Of Mice and Men is a 1992 American film starring John Malkovich and Gary Sinise, directed and produced by Gary Sinise. It is the third movie adaptation of John Steinbeck's 1937 novel of the same name. The first adaptation was made in 1939, and a made-for-TV movie version was produced in 1981. It was released on October 2, 1992 by Metro-Goldwyn-Mayer Pictures.

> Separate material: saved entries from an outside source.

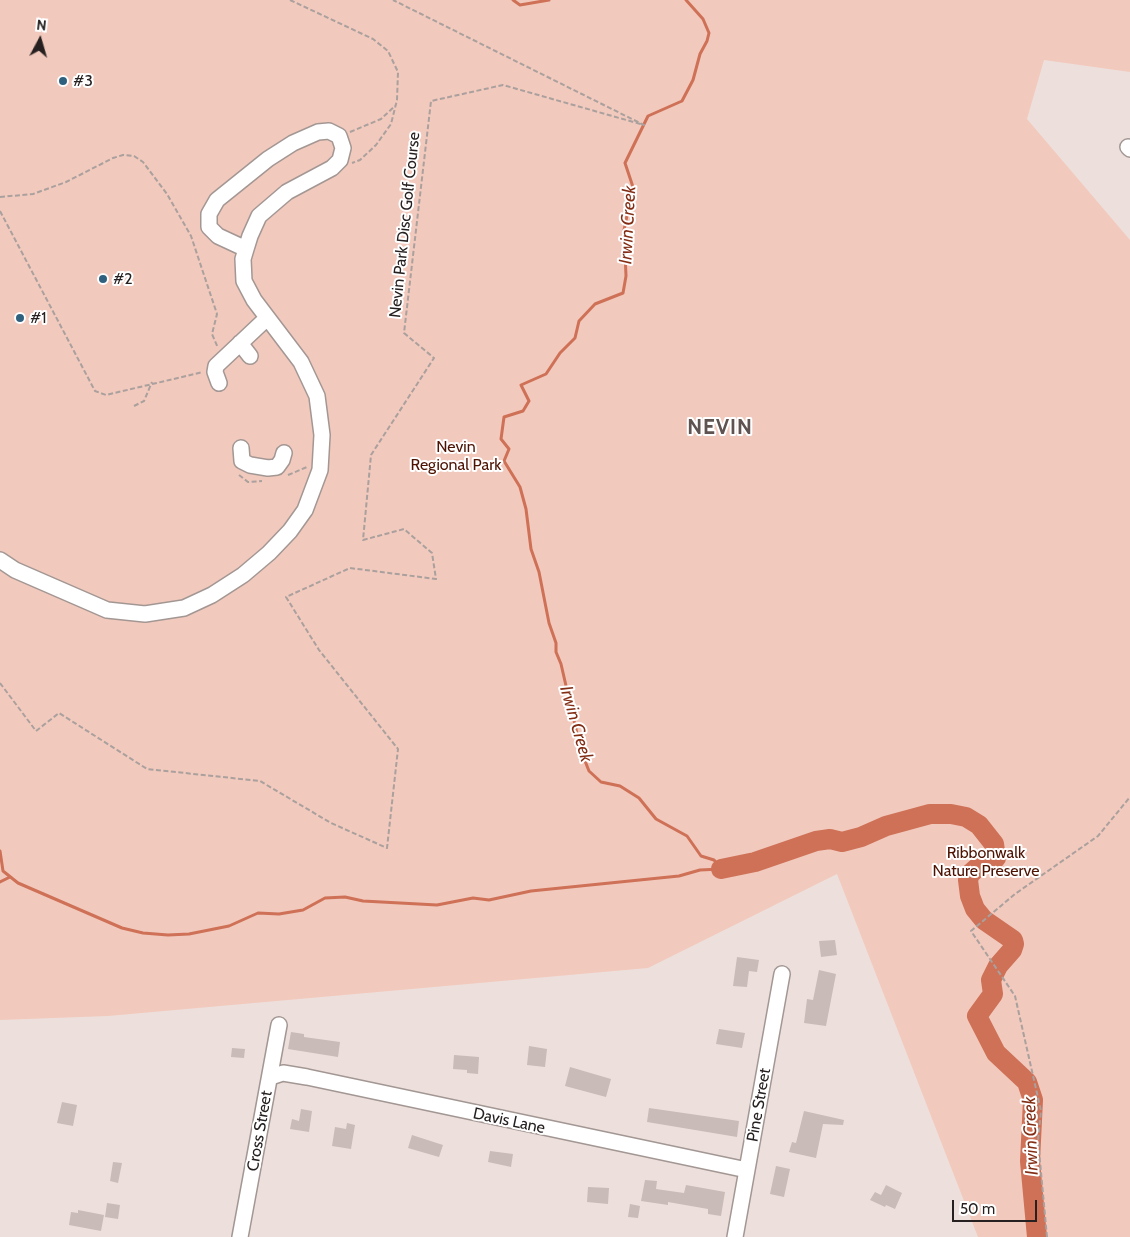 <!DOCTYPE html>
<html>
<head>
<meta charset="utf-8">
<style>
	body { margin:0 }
	#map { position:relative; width:1130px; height:1237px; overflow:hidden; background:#ede0dc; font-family:Cabin,sans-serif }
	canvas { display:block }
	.north { position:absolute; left:15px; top:15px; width:50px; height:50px; -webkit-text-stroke:4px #fff; paint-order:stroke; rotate:6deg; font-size:14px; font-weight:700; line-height:20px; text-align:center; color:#262120 }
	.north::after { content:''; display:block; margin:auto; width:18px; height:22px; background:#262120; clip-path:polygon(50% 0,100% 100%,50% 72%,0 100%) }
	.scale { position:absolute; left:952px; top:1200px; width:85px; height:22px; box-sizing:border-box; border:2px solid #262120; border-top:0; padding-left:6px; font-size:15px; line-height:18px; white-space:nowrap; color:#262120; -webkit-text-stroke:4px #fff; paint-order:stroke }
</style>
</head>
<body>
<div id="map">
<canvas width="1130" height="1237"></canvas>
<div class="north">N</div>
<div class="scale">50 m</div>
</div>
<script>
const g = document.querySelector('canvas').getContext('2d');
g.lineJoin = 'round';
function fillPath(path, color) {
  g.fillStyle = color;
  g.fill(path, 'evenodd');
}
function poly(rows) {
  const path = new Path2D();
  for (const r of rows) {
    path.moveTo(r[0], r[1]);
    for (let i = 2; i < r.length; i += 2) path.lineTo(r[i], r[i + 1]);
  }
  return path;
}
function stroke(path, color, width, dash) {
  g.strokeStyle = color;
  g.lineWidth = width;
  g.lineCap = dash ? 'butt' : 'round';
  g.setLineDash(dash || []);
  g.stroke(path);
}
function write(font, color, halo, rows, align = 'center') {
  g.font = font + ' Cabin,sans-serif';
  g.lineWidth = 4;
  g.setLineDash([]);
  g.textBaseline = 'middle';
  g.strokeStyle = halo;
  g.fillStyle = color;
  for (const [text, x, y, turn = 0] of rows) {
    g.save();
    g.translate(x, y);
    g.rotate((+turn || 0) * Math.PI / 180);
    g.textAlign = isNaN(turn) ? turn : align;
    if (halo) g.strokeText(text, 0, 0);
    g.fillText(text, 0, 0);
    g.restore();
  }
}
fillPath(poly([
	[0,0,1130,0,1130,72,1044,60,1027,119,1130,240,1130,1237,978,1237,837,874,648,968,108,1016,0,1020]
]), '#f2c9bd');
stroke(poly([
	[513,0,520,5,549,0],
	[686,0,703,19,709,33,707,41,700,54,693,80,682,101,648,116,625,163,633,187,624,230,626,276,623,293,595,304,579,321,575,338,560,353,546,374,521,385,529,401,523,411,504,417,501,439,509,449,504,461,520,487,526,509,531,549,539,572,549,623,556,643,556,652,561,664,581,751,589,771,601,782,620,786,639,798,656,819,687,836,701,856,714,860,721,869],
	[0,851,3,871,18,883,122,928,143,933,168,935,189,934,229,926,258,913,279,914,303,910,325,898,345,897,363,901,437,905,473,898,489,900,531,891,679,876,700,870,721,869],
	[0,882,10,877]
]), '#ce7157', 3);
stroke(poly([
	[721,869,755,862,816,841,830,839,842,842,861,837,886,826,930,814,951,814,966,817,979,825,994,844,996,858,991,863,980,865,970,874,968,880,970,896,975,909,984,920,1013,940,1014,944,1012,950,998,966,991,980,993,994,977,1016,996,1053,1027,1082,1033,1100,1030,1161,1037,1237]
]), '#ce7157', 20);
fillPath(poly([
	[835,940,837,955,821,957,819,941],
	[737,957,759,960,757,972,749,971,747,987,733,986],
	[819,970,836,974,826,1026,804,1023,807,999,813,1000],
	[719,1029,745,1033,742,1048,716,1044],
	[291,1032,304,1034,304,1037,340,1042,338,1057,288,1049],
	[529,1046,547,1049,545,1067,527,1065],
	[232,1048,245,1049,244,1058,231,1057],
	[454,1055,479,1057,478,1074,467,1073,467,1070,453,1069],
	[570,1067,611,1079,606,1097,565,1086],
	[62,1102,77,1105,73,1126,57,1123],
	[649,1108,739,1121,737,1137,647,1122],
	[301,1109,312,1111,309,1132,290,1129,292,1119,299,1121],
	[804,1111,844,1120,843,1125,823,1124,816,1158,789,1152,792,1142,796,1143],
	[347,1123,355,1125,351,1149,332,1146,335,1127,346,1129],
	[412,1135,443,1145,439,1157,408,1148],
	[490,1151,513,1154,511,1167,488,1162],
	[113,1162,122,1163,118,1183,110,1181],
	[776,1166,790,1169,784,1197,770,1194],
	[645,1180,657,1181,656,1189,684,1193,686,1185,725,1192,721,1216,708,1214,708,1209,668,1202,668,1205,641,1201],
	[886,1185,902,1193,895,1209,886,1205,885,1207,870,1200,875,1192,881,1195],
	[588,1187,609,1188,608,1204,587,1202],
	[107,1203,120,1205,118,1219,105,1217],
	[630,1204,640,1206,638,1218,628,1217],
	[78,1210,104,1215,101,1231,69,1225,71,1212,78,1213]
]), '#c8bbb8');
const minor = poly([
	[1128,147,1130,149],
	[240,343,250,356],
	[219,383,215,372,216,366,267,318],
	[241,448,242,461,250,465,268,468,277,467,282,460,284,453],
	[0,560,15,570,107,610,145,614,184,608,212,595,243,575,269,553,290,531,305,510,320,470,322,435,317,396,301,362,254,300,244,281,243,259,246,249,250,236,259,216,287,192,332,168,340,160,343,148,339,136,329,131,318,132,293,143,268,159,217,200,209,214,209,227,218,236,246,249],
	[271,1077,283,1073,307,1077,747,1170],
	[240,1237,279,1025],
	[735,1237,782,974]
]);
stroke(minor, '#a39794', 18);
stroke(poly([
	[290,0,373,39,388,51,398,72,397,100,391,124,376,145,360,160,352,163],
	[350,132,381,119,395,106],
	[0,197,33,194,66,182,113,158,123,155,134,156,143,162,167,194,191,236,217,314,212,334,218,348],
	[0,211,95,391,106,395,203,372],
	[134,406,144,401,152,382],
	[239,475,248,482,262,481],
	[288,475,307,467],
	[0,683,36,731,59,713,147,769,260,781,331,823,387,848,398,749,319,650,286,597,350,568,436,579,432,553,404,529,363,540,371,455,434,358,404,333,431,101,503,85,644,125,393,0],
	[1047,1237,1038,1140,1041,1111,1015,996,971,931,1015,894,1098,836,1130,797]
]), '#aaa09d', 2, [5, 2.5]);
stroke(minor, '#fff', 15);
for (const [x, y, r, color] of [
	[63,81,5,"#2f617f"],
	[103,279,5,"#2f617f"],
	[20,318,5,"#2f617f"]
]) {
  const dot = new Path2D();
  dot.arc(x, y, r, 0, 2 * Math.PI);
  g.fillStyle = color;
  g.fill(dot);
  stroke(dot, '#fff', 2);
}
write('16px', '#262120', '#fff', [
	["#3",73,81],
	["#2",113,279],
	["#1",30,318]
], 'left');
write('16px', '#262120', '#fff', [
	["Nevin Park Disc Golf Course",405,225,-84],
	["Pine Street",759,1105,-80],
	["Davis Lane",509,1121,12],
	["Cross Street",260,1131,-80]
]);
write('16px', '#4d1202', '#fff', [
	["Nevin",456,447],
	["Regional Park",456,465],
	["Ribbonwalk",986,853],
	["Nature Preserve",986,871]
]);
write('italic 18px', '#822d14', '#fff', [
	["Irwin Creek",628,225,-87],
	["Irwin Creek",576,724,74],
	["Irwin Creek",1031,1136,-92]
]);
g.letterSpacing = '1px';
write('bold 21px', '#5e5350', '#fff', [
	["NEVIN",720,428]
]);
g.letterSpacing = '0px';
</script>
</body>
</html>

George Milton (Gary Sinise) is in a train boxcar, reminiscing upon the events that have just happened. He thinks back to when he and his companion Lennie Small (John Malkovich), who has learning difficulties and the mentality of a small child, are fleeing from their previous employment in Weed. They were run out of town after Lennie was accused of attempted rape when he touched and held onto a young woman's pretty dress (prompted by his love of stroking soft things). After running from Weed, George and Lennie are trying to attain their shared dream of settling down on their own piece of land. Lennie's part of the dream, which he never tires of hearing George describe, is merely to have soft rabbits on the farm, which he can pet. The two go to work at a ranch named Tyler Ranch.

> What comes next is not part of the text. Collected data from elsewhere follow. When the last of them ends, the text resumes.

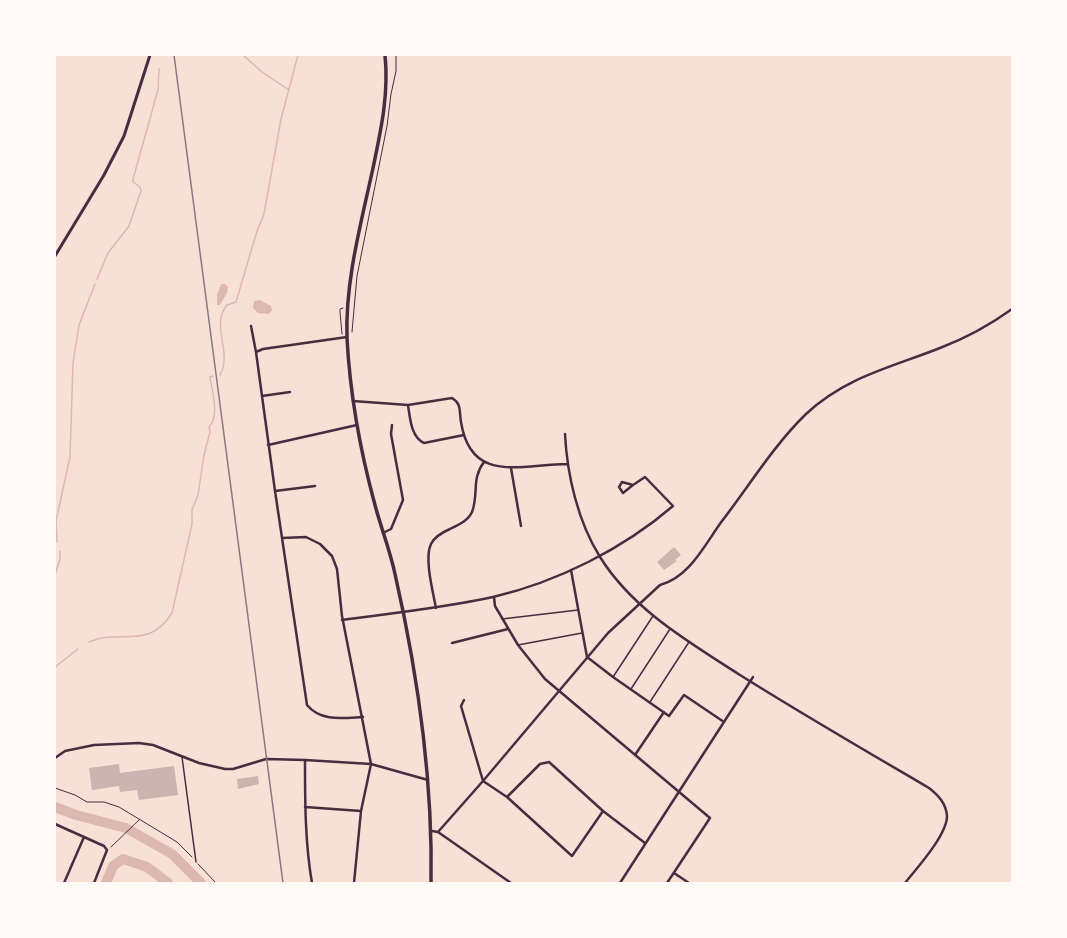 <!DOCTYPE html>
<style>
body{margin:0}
#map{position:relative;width:1067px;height:938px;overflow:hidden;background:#f7e1d7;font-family:"Open Sans",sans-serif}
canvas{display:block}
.frame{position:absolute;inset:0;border:56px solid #fffaf5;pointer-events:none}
</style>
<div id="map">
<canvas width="1067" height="938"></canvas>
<div class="frame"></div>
</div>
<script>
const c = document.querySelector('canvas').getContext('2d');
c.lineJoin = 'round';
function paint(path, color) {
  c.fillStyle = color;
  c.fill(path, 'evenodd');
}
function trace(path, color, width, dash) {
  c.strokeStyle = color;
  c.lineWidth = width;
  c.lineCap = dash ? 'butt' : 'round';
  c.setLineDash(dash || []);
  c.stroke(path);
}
paint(new Path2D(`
 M 221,284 L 225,284 L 228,287 L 227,293 L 220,305 L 217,305 L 217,295 Z
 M 260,300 L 271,306 L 272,310 L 269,314 L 258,313 L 253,308 L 254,301 Z`), '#dcb8b0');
trace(new Path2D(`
 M 243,55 L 262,72 L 289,90
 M 97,279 L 108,253 L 129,226 L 141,191 L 140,187 L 133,182 L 133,179 L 158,90 L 159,69
 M 220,375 C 233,353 210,325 227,305 L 236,302 L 257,231 L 264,214 L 281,119 L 298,55
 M 57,542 L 56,521 L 70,457 L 73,363 L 79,325 L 95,284
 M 55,575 L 60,559 L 60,551
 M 89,642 C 121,628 148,651 172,613 L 192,524 L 192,510 L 198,495 L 204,455 L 210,432 L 209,427 C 220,416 212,391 210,377 L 213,376
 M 55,667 L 78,649`), '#dcb8b0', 1.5);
trace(new Path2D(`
 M 55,807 L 76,815 L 126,828 L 172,854 L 201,883
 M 106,883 L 113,866 L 123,859 L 147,867 L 168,883`), '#dcb8b0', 10);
paint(new Path2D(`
 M 674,547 L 681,555 L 675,560 L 677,561 L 664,570 L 657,562 Z
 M 119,764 L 120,773 L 174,766 L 178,795 L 139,800 L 137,790 L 120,792 L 119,786 L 92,790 L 89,768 Z
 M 258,776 L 259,784 L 238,789 L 237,779 Z`), '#ccb4b1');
trace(new Path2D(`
 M 352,332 L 357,276 L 387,126 L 391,94 L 396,71 L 396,55
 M 342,334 L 340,312 L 340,309 L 343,308
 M 55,788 L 75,795 L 87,802 L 104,802 L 119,807 L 177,842 L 192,857
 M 111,847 L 140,819
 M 198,864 L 216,883`), '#4a2c40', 1);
trace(new Path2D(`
 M 502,619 L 578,610
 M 518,645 L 582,633
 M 613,677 L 653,616
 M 631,689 L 670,629
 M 650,702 L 689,642
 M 182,757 L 196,862`), '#4a2c40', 1.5);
trace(new Path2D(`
 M 251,326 L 256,352 L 275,491 L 307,705 C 321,722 343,718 363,717
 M 256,352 L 263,349 L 347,337
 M 262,396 L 290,392
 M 353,401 L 408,405 L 452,398 C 462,404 459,411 461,422 C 471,485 522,464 567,464
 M 408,405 C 410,418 411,437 424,443 L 464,435
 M 565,434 C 567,475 578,522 600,557 C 633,610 689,642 740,675 C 802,714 866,751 929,788 C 938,795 946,803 947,816 C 947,835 917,868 905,883
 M 268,445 L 357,425
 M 511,468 L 521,526
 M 275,491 L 315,486
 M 383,533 L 391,529 L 403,500 L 391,434 L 392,425
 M 282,538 L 306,537 L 320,544 L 332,556 L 337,569 L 342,616 L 371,764 L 361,811 L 354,883
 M 571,570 L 587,657 L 613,677 L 669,716 L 684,695 L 724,722
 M 494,597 L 495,606 L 518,645 L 545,679 L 710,818 L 667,883
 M 436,608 C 433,592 424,558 431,544 C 435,536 443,532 450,529 C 458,525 468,521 472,512 C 479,494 471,479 484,462
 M 342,620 C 393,613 443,608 493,597 C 557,582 623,549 673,506 L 645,477 L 633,485 L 622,482 L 619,487 L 623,493 L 633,485
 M 452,643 L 508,629
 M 464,700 L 461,706 L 483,781 L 507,797 L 572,856 L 603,811
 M 635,755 L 664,712
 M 55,758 L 65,751 L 94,745 L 139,743 L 153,745 L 199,763 L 225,769 L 233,769 L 266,759 L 305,760 L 371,764 L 428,780
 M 305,760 C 305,801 305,843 312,883
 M 507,797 L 540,764 L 549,762 L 603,811 L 645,843
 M 305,807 L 361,811
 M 55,824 L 84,837
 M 432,831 L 438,832 L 511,883
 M 438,832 L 483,781 L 608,633 L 660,585 C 690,577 705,544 722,521 C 749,486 774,445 806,414 C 845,377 892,367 940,348 C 966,338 990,325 1012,309
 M 674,873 L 689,883
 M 64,883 L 84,837 L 104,846 L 107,850 L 94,883
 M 620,883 L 753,677`), '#4a2c40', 2.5);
trace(new Path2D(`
 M 55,256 L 104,175 L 124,136 L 150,55`), '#4a2c40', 3);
trace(new Path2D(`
 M 385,55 C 389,94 381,130 373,168 C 361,224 345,281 347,338 C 350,395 360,450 375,505 C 381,528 390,550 395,574 C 418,675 433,779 431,883`), '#4a2c40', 3.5);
trace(new Path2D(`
 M 174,55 L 283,883`), '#8f747c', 1.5);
</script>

At the ranch, the dream appears to move closer to reality. Candy (Ray Walston), the aged, one-handed ranch-hand, offers to pitch in with Lennie and George so they can buy the farm. The dream disappears when Lennie accidentally kills the young and attractive wife (Sherilyn Fenn) of Curley (Casey Siemaszko), the ranch owner's son, while trying to stroke her hair. A lynch mob led by Curley gathers. Realizing he is doomed to a life of loneliness and despair like the rest of the migrant workers, and wanting to spare Lennie a painful death at the hands of the vengeful and violent Curley, George shoots Lennie in the back of the head before the mob can find him. The film comes to a close with the opening scene of George reminiscing in the train boxcar. The last minute of the movie depicts another memory: George and Lennie working together.